Is high yield fixed income still attractively priced?

Is high yield fixed income still attractively priced?
Time to turn the dial?
Is high yield fixed income still attractively priced?
Time to turn the dial?

Based on Russell Investments’ cycle-value-sentiment framework for market analysis, high yield fixed income still offers an attractive opportunity at current levels.


An opportune time for high yield?

The market volatility of early 2016 makes this an interesting time for opportunistically-minded investors. One sector attracting attention is high-yield fixed income. High-yield saw a big sell-off in January and February and sharp rebounds in the last three weeks. The fixed income team here at Russell Investments has been tracking its fortunes closely. Although the yield spread over Treasuries has fallen back from the high of over 800 basis points earlier this year, the team continues to see value in the high yield sector, albeit with the likelihood of ongoing volatility.

Their analysis starts with the state of the economy (“cycle”.) On its own, this doesn’t paint a positive picture. As Yoshie Phillips, a Senior Research Analyst in that team, puts it “We have entered into a commodity-led default cycle and have seen signs of declining credit fundamentals. But the financial matrix for companies outside of commodity sectors are still by and large reasonably healthy. Our strategists also don’t think U.S. recession is a near-term risk, at least in 2016.”

The appeal of high yield fixed income lies, rather, in the attractive pricing (“value”.) The yield spread over higher-quality debt remains attractive, despite having moved off of its high, and the level of default that is priced in to the market is higher than the team’s expectations. Yoshie also points to the significant dispersion that exists between some companies and sectors where active managers can pick their spots.

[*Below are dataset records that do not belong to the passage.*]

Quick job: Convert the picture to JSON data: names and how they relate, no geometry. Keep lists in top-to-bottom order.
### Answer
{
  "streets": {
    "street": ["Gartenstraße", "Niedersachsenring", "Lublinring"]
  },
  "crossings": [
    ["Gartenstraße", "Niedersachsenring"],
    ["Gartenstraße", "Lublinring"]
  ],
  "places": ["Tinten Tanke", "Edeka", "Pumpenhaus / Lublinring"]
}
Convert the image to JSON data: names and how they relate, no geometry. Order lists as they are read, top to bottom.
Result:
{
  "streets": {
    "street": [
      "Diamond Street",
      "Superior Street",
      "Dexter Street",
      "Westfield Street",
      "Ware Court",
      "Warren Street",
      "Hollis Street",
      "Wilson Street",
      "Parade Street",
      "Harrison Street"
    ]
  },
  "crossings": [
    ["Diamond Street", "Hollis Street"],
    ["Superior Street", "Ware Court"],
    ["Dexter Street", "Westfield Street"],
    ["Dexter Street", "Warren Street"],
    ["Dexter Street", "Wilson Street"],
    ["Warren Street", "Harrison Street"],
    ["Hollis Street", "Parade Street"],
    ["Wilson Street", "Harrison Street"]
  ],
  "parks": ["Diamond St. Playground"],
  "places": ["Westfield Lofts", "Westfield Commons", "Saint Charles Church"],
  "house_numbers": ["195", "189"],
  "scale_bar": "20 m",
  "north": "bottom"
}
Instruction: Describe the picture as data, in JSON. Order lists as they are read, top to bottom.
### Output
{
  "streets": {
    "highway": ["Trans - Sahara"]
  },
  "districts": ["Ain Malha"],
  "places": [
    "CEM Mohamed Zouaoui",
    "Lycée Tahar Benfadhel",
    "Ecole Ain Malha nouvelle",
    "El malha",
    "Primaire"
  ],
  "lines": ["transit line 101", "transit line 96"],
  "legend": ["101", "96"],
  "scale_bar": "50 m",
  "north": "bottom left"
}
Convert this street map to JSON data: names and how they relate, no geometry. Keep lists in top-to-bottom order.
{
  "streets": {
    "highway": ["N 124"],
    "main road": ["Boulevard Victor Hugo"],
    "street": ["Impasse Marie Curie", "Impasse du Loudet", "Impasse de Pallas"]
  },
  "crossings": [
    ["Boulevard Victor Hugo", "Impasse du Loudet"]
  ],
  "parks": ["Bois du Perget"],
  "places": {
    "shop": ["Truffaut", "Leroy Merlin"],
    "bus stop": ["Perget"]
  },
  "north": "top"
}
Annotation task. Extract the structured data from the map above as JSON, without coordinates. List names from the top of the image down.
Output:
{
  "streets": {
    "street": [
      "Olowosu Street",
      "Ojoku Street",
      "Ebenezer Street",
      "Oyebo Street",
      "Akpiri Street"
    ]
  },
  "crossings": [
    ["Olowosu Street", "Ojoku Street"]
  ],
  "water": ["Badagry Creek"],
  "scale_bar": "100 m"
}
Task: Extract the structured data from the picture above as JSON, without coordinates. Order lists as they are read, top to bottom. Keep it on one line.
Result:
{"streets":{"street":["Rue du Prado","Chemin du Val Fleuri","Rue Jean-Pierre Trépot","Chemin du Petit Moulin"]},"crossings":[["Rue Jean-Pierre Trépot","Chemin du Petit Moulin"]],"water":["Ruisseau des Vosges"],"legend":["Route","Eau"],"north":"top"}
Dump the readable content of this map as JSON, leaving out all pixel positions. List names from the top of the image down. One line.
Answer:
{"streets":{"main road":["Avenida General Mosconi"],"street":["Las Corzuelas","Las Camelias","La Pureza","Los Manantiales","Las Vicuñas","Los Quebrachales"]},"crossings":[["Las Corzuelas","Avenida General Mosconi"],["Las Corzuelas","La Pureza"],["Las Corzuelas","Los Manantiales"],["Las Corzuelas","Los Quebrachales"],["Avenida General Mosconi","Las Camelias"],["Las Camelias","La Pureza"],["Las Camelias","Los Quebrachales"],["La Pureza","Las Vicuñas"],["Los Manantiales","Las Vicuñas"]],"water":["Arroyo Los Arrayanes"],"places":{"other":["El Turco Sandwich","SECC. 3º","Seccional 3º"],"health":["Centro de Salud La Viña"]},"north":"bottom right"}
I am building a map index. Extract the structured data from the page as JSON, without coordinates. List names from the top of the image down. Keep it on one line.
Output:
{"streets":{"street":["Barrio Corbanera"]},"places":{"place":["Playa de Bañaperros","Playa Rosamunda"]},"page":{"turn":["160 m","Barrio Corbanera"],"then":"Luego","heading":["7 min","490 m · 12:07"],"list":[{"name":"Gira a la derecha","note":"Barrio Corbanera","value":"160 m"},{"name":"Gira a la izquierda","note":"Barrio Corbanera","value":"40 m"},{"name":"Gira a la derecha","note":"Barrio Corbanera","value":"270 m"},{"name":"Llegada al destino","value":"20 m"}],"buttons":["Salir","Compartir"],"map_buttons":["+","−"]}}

The third leg of the team’s analysis is to overlay a sense of the state of the market (“sentiment”.) Yoshie points out that, in the late part of the credit cycle, investor sentiment can be volatile and quickly amplify market movements, both positive and negative: “With the broker dealers not providing liquidity anymore, the market has been very reactive to mutual fund flows and that has contributed to massive spread dispersion.” She notes that over 8% yield is the level that has drawn capital into the asset class in the past, especially in the context of muted projected returns on other asset classes.

Getting the timing right

Just because the valuation is attractive doesn’t make this the right move for everyone: risk budgets need to be considered. And timing, too, is (as always) a difficult call. So while the team sees the cycle-value-sentiment structure as pointing to a modest overweight for high yield, this is a situation where dollar cost averaging—legging in with a series of small moves rather than a single big jump—has some appeal.